Replace wget With axel — download accelerator, aka a parallel wget for situations where the fetched file has multiple servers.
Dat — an open source project that provides a streaming interface between every file format and data storage backend. See the Wired piece on it.
Smithsonian Crowdsourcing Transcription (Smithsonian) — 49 volunteers transcribed 200 pages of correspondence between the Monuments Men in a week. Soon it’ll be mathematics test questions: “if 49 people transcribe 200 pages in 7 days, how many weeks will it take …”

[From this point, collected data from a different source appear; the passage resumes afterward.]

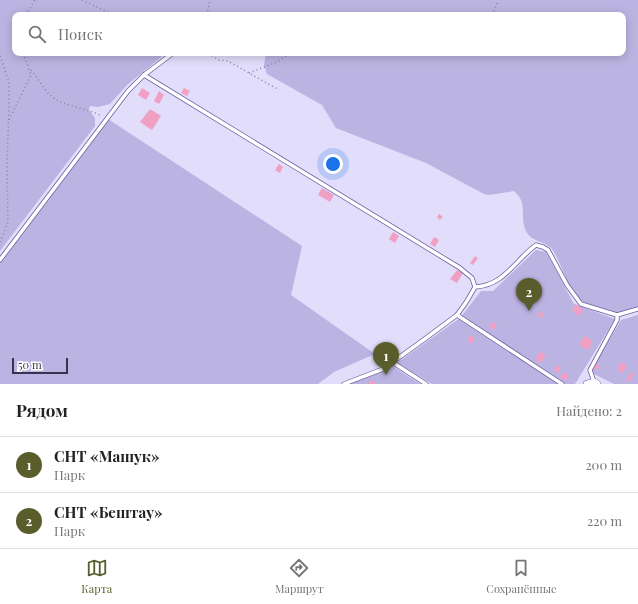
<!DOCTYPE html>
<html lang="ru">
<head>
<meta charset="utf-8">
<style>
  body { margin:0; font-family:"Playfair Display",serif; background:#f2f2f2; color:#222 }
  .scale { position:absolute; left:12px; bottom:10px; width:56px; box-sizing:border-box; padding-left:4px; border:2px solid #393351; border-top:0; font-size:11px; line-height:14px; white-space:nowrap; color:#393351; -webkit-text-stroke:3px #fff; paint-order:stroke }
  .you { position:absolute; left:333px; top:164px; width:14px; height:14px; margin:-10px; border:3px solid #fff; border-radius:50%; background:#1a73e8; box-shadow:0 0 0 6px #1a73e833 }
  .badge { display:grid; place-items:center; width:26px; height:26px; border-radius:50%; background:#595d2b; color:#fff; font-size:13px; font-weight:700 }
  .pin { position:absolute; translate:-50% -33px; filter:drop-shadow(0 1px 2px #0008) }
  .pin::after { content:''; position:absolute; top:21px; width:14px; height:12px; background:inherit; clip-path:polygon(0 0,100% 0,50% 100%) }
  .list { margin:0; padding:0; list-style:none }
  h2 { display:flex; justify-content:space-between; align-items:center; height:52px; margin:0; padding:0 16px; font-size:17px }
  h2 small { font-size:13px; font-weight:400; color:#767676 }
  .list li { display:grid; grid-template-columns:26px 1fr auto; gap:12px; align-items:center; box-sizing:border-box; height:56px; padding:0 16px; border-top:1px solid #e0e0e0 }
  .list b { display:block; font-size:15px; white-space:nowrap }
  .list p { margin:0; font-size:13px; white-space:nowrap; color:#767676 }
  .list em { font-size:13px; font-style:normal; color:#767676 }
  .icon { flex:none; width:22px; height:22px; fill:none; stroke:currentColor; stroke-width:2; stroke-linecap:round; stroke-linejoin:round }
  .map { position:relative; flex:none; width:638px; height:384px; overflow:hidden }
  .search { position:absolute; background:#fff; box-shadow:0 2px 10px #0003; left:12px; right:12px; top:12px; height:44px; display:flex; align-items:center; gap:10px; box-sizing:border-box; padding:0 14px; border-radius:8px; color:#767676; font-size:15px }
  .sheet { height:164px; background:#fff }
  nav { display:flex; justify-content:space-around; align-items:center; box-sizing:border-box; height:56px; border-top:1px solid #e0e0e0; background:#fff; font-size:11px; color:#767676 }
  nav a { display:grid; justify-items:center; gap:2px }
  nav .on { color:#595d2b }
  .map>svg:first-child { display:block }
  .green { fill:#bbb4e2 }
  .building { fill:#f0a1c3 }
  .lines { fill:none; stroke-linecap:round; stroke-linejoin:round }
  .service-casing { stroke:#6c5da0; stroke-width:5 }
  .minor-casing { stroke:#6c5da0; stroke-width:8 }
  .path { stroke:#86819f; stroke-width:1.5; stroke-dasharray:1 3; stroke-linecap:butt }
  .service { stroke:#fff; stroke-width:3.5 }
  .minor { stroke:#fff; stroke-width:7 }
</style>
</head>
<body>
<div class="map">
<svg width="638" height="384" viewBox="0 0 638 384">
  <rect width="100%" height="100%" fill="#e1ddfb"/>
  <g class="green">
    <path d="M0,0H638V309L619,316L575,299C571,290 556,252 551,248C544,241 530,241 526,231C519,215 529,204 514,191L489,195L484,194L426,163L336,128L322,105L267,74L264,65L266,53H623V15H15V53H166L127,85L110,104L98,107L90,106L89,110L95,118V126L0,251Z"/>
    <polygon points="108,119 302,246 291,295 375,354 334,372 318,384 0,384 0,260"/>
    <polygon points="536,250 546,252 574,304 615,319 575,384 432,384 397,363 460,318 481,291 493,291"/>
    <polygon points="638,315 638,384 614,384 590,372 621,320"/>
    <polygon points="392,366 420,384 342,384"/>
  </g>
  <g class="building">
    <polygon points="142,88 150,93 146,100 138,95"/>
    <polygon points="184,88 190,91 187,96 181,93"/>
    <polygon points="159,91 164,95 159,104 154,101"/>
    <polygon points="150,109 161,116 152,130 140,122"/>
    <polygon points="279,164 283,167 280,173 275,170"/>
    <polygon points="322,188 334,195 330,202 318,195"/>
    <polygon points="439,214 443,217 440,220 437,217"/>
    <polygon points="393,232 399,236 395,243 389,239"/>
    <polygon points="434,237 439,240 435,247 430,244"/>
    <polygon points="475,256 478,258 473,265 470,263"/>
    <polygon points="457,270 463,273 457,283 450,279"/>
    <polygon points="576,304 583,310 579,316 572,310"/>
    <polygon points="541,311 544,316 541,318 537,314"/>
    <polygon points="493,322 497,326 493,330 489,326"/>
    <polygon points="471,335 475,338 471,344 467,340"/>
    <polygon points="584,336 593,341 588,350 579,345"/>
    <polygon points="540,352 546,355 540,363 535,360"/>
    <polygon points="621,362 627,365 623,373 617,370"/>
    <polygon points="596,364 600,366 597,370 594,368"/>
    <polygon points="558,365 561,367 558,373 554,371"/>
    <polygon points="564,372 569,376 566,381 560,377"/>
    <polygon points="631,372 634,374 629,382 626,380"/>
    <polygon points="371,380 377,384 368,384"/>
  </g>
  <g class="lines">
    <g class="service-casing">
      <g id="service">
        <polyline points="144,75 460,268 472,278 475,287 467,301 457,315 422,341 383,369 344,384"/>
        <polyline points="0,260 128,91 144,75 173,53"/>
        <path d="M475,287C505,285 514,261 536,245L543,247L548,250L567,285L581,304L617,315L638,309"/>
        <polyline points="457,315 562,384"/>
        <polyline points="392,362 426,384"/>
        <polyline points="594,382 590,370 617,320 617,315"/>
      </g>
    </g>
    <g class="minor-casing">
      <polyline id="minor" points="587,384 594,382 597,384"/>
    </g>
    <g class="path">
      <polyline points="82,0 114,15"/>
      <polyline points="26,15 35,0"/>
      <polyline points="207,15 210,0"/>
      <polyline points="492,15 498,1"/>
      <polyline points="209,53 218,60 228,61 279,90"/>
      <polyline points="466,53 469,53"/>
      <polyline points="0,56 9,82 9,105 7,165 8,222 0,242"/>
      <path d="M31,70C38,78 43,88 50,95C61,106 87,108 102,116"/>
      <polyline points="249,73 277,62 290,53"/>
      <polyline points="9,120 31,75 23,53"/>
    </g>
    <use href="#service" class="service"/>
    <use href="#minor" class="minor"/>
  </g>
</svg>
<div class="scale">50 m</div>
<div class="you"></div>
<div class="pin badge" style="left:386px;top:375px">1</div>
<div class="pin badge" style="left:529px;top:311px">2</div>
<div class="search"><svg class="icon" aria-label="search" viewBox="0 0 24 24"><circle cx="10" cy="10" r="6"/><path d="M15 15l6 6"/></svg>Поиск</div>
</div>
<section class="sheet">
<h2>Рядом<small>Найдено: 2</small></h2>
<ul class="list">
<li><span class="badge">1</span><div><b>СНТ «Машук»</b><p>Парк</p></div><em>200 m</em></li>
<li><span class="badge">2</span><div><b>СНТ «Бештау»</b><p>Парк</p></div><em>220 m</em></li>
</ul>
</section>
<nav>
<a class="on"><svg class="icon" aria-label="map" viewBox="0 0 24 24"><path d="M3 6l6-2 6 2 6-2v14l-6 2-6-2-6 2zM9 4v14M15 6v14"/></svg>Карта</a>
<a><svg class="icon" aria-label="directions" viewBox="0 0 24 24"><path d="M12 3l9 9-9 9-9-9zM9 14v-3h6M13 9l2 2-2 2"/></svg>Маршрут</a>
<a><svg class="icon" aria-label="saved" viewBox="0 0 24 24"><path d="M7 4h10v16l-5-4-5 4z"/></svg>Сохранённые</a>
</nav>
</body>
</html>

MIT Guide to Family CompSci Sessions — This guide is for educators, community center staff, and volunteers interested in engaging their young people and their families to become designers and inventors in their community.
Machine Learning for Plant Properties — startup building database of plant genomics, properties, research, etc. for mining. The more familiar you are with your data and its meaning, the better your machine learning will be at suggesting fruitful lines of query … and the more valuable your startup will be.
Dissecting Message Queues — throughput, latency, and qualitative comparison of different message queues. MQs are to modern distributed architectures what function calls were to historic unibox architectures.
1915 Data Visualization Rules — a reminder that data visualization is not new, but research into effectiveness of alternative presentation styles is.